[[ DATASET EXTRACT, beginning ]]

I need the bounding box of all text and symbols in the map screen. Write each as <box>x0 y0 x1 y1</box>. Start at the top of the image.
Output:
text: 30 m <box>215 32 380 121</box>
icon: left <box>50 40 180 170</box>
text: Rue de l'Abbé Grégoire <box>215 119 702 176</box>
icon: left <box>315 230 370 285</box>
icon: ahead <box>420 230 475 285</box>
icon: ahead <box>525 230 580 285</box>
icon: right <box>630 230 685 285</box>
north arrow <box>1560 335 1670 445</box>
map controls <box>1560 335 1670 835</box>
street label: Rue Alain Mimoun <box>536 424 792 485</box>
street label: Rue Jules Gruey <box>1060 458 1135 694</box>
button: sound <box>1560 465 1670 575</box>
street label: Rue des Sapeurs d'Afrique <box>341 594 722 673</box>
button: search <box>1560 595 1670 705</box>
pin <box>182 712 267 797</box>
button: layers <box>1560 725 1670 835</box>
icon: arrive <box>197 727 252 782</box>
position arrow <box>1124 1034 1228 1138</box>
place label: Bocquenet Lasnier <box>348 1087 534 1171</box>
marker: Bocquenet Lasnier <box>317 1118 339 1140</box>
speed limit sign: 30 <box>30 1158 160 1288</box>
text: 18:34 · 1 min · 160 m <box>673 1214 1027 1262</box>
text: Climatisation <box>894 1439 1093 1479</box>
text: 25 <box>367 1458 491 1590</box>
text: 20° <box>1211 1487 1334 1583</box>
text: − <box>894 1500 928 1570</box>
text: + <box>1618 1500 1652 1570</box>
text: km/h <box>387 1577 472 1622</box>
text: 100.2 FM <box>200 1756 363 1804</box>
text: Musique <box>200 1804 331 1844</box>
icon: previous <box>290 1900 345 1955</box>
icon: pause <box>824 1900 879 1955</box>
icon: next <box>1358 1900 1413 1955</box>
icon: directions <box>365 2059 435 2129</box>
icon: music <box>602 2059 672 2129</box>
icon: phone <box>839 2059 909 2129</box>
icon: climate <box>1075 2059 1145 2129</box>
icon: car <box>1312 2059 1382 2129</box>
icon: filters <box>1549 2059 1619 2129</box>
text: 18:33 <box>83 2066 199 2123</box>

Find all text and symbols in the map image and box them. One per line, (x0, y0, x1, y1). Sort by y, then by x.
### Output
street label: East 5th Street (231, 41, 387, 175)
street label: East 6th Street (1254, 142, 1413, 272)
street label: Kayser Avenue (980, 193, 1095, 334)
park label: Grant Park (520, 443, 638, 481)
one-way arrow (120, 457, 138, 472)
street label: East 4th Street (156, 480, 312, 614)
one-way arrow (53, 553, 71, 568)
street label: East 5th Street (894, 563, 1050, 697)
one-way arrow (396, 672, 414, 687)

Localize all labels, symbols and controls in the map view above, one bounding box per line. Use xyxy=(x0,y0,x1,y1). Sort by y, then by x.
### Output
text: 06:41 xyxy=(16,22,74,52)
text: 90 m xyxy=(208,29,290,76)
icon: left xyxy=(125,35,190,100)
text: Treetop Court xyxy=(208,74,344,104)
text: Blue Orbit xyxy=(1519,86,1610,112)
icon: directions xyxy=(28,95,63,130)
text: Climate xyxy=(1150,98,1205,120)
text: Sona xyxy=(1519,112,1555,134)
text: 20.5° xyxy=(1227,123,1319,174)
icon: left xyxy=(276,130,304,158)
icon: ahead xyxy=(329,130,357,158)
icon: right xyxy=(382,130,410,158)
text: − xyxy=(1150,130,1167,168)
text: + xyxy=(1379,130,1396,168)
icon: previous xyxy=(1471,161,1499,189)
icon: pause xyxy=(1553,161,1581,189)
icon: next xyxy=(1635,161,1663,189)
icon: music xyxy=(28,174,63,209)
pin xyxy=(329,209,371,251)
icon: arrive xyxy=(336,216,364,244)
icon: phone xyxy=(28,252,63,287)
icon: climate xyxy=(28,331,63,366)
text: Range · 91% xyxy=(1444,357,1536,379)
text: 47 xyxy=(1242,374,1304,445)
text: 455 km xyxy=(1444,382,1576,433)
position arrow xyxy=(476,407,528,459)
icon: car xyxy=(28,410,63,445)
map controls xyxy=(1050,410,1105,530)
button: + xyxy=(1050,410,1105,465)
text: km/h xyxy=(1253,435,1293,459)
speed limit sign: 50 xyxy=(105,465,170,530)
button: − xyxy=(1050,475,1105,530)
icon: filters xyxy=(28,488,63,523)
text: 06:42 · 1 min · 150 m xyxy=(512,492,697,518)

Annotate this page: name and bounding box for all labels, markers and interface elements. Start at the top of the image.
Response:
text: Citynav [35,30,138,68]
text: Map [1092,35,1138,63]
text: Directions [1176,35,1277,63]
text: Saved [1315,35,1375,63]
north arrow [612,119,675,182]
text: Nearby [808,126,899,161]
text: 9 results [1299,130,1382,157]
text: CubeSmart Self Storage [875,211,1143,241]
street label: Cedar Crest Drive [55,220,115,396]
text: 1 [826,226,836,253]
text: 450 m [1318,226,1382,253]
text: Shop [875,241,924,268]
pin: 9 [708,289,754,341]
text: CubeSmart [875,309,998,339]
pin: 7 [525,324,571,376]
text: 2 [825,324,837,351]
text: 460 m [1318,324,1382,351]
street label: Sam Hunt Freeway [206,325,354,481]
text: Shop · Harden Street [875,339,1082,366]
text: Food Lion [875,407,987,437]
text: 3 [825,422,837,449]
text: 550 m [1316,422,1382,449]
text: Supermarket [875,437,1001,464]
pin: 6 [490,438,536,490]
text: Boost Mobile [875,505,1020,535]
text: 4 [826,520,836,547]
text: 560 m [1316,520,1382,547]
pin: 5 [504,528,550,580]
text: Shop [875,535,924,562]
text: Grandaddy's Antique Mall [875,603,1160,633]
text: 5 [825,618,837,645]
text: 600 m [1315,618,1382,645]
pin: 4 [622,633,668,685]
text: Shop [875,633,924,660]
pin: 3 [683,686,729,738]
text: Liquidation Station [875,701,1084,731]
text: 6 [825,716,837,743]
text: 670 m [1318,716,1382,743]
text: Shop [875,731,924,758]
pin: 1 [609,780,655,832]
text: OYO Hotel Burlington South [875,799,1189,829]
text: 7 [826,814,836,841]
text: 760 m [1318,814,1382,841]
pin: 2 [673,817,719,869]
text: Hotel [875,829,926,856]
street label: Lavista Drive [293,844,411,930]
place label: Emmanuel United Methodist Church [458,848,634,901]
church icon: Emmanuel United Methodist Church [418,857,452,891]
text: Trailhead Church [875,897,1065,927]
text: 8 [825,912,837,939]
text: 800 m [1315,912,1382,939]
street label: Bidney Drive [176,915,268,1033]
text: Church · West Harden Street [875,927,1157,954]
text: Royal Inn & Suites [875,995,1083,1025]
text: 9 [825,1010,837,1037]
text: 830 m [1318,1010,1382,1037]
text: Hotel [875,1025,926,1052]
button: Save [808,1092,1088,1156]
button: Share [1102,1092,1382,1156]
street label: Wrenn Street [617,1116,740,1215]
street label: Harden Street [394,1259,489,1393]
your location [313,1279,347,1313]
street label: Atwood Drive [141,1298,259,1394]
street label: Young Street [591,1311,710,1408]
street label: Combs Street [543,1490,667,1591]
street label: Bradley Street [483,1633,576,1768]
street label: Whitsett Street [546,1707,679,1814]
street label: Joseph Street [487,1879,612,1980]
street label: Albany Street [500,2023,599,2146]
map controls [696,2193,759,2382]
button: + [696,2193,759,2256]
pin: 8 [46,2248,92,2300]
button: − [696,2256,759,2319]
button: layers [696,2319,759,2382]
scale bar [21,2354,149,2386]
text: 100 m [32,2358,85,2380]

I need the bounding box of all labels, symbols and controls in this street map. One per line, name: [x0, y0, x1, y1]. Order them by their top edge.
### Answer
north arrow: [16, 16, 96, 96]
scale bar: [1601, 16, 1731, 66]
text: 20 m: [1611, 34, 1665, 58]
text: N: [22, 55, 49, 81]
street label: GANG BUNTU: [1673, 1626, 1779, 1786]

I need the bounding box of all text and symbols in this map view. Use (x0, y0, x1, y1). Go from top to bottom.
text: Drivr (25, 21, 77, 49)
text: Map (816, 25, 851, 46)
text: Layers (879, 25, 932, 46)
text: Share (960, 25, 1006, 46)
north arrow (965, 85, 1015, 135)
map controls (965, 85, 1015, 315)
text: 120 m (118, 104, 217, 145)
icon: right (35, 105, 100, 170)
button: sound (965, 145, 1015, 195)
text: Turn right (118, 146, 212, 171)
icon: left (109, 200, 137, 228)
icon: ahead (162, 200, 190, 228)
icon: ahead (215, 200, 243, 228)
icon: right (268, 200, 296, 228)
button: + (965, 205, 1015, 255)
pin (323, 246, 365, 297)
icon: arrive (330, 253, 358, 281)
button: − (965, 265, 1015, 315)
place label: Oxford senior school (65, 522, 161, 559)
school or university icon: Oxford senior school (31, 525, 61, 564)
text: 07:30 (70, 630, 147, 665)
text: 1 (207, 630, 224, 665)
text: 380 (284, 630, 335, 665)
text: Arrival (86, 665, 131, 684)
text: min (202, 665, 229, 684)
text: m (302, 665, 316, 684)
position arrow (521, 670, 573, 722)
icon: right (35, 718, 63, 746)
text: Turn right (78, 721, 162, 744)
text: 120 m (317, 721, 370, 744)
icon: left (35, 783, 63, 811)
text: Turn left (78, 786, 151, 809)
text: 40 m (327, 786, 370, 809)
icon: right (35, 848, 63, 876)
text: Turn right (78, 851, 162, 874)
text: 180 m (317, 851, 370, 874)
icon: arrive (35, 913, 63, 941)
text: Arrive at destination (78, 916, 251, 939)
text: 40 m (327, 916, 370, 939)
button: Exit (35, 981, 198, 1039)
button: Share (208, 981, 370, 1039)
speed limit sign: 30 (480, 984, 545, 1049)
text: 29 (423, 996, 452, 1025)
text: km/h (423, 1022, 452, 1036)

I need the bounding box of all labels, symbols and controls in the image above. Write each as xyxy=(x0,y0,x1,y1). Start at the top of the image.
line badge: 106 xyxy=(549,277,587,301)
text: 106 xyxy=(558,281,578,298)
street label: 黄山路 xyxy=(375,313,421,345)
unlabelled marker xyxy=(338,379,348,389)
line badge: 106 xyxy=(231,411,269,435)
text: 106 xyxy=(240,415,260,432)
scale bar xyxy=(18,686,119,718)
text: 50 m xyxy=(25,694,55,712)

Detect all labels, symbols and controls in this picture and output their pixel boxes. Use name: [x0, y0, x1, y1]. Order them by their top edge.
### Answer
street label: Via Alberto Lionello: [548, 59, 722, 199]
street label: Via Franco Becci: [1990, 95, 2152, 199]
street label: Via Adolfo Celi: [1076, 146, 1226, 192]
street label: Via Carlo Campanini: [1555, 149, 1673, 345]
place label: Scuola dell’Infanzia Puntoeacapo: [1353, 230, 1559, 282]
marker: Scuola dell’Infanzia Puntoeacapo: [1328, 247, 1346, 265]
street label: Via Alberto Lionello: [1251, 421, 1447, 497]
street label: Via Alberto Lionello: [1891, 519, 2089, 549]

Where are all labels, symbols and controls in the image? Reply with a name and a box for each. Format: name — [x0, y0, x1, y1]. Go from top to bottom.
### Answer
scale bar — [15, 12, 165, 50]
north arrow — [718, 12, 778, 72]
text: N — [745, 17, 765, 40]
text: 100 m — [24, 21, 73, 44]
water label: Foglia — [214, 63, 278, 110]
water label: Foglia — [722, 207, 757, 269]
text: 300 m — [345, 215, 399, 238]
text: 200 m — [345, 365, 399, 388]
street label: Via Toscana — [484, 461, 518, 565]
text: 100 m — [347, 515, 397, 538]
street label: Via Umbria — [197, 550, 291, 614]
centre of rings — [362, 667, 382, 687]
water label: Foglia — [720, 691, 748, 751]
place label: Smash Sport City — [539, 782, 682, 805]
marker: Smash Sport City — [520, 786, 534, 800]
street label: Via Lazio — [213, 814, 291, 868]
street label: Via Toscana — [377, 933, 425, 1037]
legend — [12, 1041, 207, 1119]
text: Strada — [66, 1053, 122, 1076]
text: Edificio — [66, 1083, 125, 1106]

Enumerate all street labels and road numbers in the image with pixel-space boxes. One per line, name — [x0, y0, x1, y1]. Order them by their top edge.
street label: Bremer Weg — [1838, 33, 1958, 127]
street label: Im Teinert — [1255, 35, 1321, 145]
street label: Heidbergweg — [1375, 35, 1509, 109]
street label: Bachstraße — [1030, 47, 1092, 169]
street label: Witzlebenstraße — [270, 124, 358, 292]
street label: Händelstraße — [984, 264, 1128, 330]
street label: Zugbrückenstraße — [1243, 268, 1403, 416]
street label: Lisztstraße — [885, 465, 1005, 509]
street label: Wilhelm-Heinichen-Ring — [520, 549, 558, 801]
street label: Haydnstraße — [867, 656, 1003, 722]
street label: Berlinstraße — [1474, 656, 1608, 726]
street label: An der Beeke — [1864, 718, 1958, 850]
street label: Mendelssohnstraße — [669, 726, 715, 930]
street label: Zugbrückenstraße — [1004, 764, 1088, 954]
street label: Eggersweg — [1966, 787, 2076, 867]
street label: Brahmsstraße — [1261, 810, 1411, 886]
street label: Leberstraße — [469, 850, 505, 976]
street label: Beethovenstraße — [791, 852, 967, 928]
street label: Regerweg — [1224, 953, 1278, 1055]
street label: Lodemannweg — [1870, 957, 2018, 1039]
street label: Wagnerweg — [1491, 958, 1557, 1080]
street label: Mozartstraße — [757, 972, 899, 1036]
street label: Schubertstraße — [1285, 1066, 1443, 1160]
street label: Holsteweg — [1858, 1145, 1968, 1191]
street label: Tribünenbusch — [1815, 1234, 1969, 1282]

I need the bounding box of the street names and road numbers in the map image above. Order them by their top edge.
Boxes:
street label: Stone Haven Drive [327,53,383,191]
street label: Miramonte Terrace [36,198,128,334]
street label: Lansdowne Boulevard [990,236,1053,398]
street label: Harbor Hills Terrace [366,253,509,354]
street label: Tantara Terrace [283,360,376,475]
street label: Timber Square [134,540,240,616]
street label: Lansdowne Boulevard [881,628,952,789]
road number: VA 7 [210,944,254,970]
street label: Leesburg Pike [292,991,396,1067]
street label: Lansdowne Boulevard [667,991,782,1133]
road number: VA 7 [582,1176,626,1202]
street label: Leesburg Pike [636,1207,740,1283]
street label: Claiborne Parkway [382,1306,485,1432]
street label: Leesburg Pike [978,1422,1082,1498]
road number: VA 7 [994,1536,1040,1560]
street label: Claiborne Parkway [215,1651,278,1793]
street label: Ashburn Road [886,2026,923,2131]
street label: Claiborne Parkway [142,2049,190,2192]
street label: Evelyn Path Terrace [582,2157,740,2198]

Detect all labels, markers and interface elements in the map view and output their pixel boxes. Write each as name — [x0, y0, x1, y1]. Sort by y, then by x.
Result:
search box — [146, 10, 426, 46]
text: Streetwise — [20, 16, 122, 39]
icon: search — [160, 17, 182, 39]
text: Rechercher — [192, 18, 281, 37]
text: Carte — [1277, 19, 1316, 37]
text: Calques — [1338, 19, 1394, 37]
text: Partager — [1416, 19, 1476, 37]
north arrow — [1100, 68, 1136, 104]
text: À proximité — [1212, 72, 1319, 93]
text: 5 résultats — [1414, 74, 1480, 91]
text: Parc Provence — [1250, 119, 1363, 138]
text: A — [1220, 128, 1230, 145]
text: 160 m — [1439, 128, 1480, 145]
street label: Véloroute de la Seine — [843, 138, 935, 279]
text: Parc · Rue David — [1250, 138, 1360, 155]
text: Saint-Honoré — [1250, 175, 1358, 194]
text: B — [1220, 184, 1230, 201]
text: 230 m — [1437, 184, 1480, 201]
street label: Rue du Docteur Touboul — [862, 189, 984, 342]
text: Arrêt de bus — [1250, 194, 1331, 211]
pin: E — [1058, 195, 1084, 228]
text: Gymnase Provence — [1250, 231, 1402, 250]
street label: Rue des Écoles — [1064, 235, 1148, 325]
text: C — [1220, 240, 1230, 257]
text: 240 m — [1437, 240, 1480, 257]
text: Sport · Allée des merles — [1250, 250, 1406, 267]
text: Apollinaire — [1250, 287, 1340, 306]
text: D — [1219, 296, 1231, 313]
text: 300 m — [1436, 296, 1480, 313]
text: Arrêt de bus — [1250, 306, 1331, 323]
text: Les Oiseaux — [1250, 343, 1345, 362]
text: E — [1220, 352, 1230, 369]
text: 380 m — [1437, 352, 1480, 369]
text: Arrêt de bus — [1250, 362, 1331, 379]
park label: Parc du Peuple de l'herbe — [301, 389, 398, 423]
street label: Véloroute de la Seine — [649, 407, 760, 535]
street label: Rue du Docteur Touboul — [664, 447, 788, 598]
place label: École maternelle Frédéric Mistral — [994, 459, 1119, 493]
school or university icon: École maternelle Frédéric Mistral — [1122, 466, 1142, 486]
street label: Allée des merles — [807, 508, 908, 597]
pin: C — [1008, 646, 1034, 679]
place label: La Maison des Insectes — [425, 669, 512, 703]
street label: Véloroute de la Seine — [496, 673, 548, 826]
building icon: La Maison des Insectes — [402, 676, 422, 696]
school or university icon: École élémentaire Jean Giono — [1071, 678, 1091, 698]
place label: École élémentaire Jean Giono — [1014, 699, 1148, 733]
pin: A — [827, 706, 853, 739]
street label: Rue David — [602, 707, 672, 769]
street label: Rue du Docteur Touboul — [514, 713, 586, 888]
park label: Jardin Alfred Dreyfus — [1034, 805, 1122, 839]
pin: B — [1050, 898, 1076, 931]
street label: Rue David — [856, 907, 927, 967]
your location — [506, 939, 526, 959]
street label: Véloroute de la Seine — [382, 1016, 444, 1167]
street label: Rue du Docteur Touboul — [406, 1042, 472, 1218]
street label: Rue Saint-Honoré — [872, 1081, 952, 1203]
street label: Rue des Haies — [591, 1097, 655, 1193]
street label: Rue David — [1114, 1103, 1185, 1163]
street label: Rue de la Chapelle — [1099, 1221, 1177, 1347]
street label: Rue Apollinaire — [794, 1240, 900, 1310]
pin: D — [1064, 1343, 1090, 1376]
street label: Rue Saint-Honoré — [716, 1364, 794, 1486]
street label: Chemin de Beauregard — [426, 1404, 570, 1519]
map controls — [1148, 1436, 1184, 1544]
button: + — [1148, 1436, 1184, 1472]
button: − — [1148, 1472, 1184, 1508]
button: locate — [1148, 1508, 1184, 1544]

[[ DATASET EXTRACT, end ]]

**AIM OF THE TASK**
An answer consisting of the number alone is required: how many lines in the entries hold the string "image"?

**ANSWER TO THIS EXERCISE**
7